- Task details -
The data below should be copied over with complete accuracy.

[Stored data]
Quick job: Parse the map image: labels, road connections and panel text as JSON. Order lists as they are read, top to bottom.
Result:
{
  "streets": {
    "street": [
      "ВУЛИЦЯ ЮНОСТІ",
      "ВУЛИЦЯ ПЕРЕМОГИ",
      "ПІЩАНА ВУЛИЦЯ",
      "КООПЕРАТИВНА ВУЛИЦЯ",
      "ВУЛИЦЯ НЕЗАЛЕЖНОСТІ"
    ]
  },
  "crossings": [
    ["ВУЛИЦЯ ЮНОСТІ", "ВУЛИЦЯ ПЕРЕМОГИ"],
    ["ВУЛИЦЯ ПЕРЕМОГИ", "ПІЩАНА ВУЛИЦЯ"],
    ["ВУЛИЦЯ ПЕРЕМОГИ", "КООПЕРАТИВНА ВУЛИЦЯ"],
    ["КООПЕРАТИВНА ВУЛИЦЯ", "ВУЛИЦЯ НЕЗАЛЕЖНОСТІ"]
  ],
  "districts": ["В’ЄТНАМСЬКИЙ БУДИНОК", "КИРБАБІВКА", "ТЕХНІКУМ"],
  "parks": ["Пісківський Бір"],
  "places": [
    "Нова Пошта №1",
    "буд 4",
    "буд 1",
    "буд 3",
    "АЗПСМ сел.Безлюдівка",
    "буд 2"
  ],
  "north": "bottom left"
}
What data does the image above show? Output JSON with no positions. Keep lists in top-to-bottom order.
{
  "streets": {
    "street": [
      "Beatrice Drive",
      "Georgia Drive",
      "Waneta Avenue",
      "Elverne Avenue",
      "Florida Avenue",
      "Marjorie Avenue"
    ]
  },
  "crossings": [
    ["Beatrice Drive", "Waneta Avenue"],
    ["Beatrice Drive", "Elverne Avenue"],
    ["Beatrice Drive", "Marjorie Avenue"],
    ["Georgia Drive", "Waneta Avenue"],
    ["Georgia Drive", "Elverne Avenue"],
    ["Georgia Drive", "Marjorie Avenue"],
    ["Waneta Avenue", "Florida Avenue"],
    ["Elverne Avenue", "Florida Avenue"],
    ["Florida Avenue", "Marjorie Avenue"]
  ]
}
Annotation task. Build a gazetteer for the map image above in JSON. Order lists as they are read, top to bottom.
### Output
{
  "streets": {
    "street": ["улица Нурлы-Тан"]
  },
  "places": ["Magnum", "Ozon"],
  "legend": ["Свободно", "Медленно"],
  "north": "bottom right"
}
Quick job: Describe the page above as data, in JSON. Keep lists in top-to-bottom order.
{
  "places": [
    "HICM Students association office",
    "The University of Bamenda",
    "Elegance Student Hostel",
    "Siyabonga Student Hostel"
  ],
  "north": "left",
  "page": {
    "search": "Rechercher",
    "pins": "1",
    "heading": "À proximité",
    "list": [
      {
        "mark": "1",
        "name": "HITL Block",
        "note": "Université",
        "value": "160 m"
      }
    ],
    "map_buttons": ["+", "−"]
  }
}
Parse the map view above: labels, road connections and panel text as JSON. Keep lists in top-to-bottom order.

- Result for this exercise -
Quick job: Parse the map image: labels, road connections and panel text as JSON. Order lists as they are read, top to bottom.
Result:
{
  "streets": {
    "street": [
      "ВУЛИЦЯ ЮНОСТІ",
      "ВУЛИЦЯ ПЕРЕМОГИ",
      "ПІЩАНА ВУЛИЦЯ",
      "КООПЕРАТИВНА ВУЛИЦЯ",
      "ВУЛИЦЯ НЕЗАЛЕЖНОСТІ"
    ]
  },
  "crossings": [
    ["ВУЛИЦЯ ЮНОСТІ", "ВУЛИЦЯ ПЕРЕМОГИ"],
    ["ВУЛИЦЯ ПЕРЕМОГИ", "ПІЩАНА ВУЛИЦЯ"],
    ["ВУЛИЦЯ ПЕРЕМОГИ", "КООПЕРАТИВНА ВУЛИЦЯ"],
    ["КООПЕРАТИВНА ВУЛИЦЯ", "ВУЛИЦЯ НЕЗАЛЕЖНОСТІ"]
  ],
  "districts": ["В’ЄТНАМСЬКИЙ БУДИНОК", "КИРБАБІВКА", "ТЕХНІКУМ"],
  "parks": ["Пісківський Бір"],
  "places": [
    "Нова Пошта №1",
    "буд 4",
    "буд 1",
    "буд 3",
    "АЗПСМ сел.Безлюдівка",
    "буд 2"
  ],
  "north": "bottom left"
}
What data does the image above show? Output JSON with no positions. Keep lists in top-to-bottom order.
{
  "streets": {
    "street": [
      "Beatrice Drive",
      "Georgia Drive",
      "Waneta Avenue",
      "Elverne Avenue",
      "Florida Avenue",
      "Marjorie Avenue"
    ]
  },
  "crossings": [
    ["Beatrice Drive", "Waneta Avenue"],
    ["Beatrice Drive", "Elverne Avenue"],
    ["Beatrice Drive", "Marjorie Avenue"],
    ["Georgia Drive", "Waneta Avenue"],
    ["Georgia Drive", "Elverne Avenue"],
    ["Georgia Drive", "Marjorie Avenue"],
    ["Waneta Avenue", "Florida Avenue"],
    ["Elverne Avenue", "Florida Avenue"],
    ["Florida Avenue", "Marjorie Avenue"]
  ]
}
Annotation task. Build a gazetteer for the map image above in JSON. Order lists as they are read, top to bottom.
### Output
{
  "streets": {
    "street": ["улица Нурлы-Тан"]
  },
  "places": ["Magnum", "Ozon"],
  "legend": ["Свободно", "Медленно"],
  "north": "bottom right"
}
Quick job: Describe the page above as data, in JSON. Keep lists in top-to-bottom order.
{
  "places": [
    "HICM Students association office",
    "The University of Bamenda",
    "Elegance Student Hostel",
    "Siyabonga Student Hostel"
  ],
  "north": "left",
  "page": {
    "search": "Rechercher",
    "pins": "1",
    "heading": "À proximité",
    "list": [
      {
        "mark": "1",
        "name": "HITL Block",
        "note": "Université",
        "value": "160 m"
      }
    ],
    "map_buttons": ["+", "−"]
  }
}
Parse the map view above: labels, road connections and panel text as JSON. Keep lists in top-to-bottom order.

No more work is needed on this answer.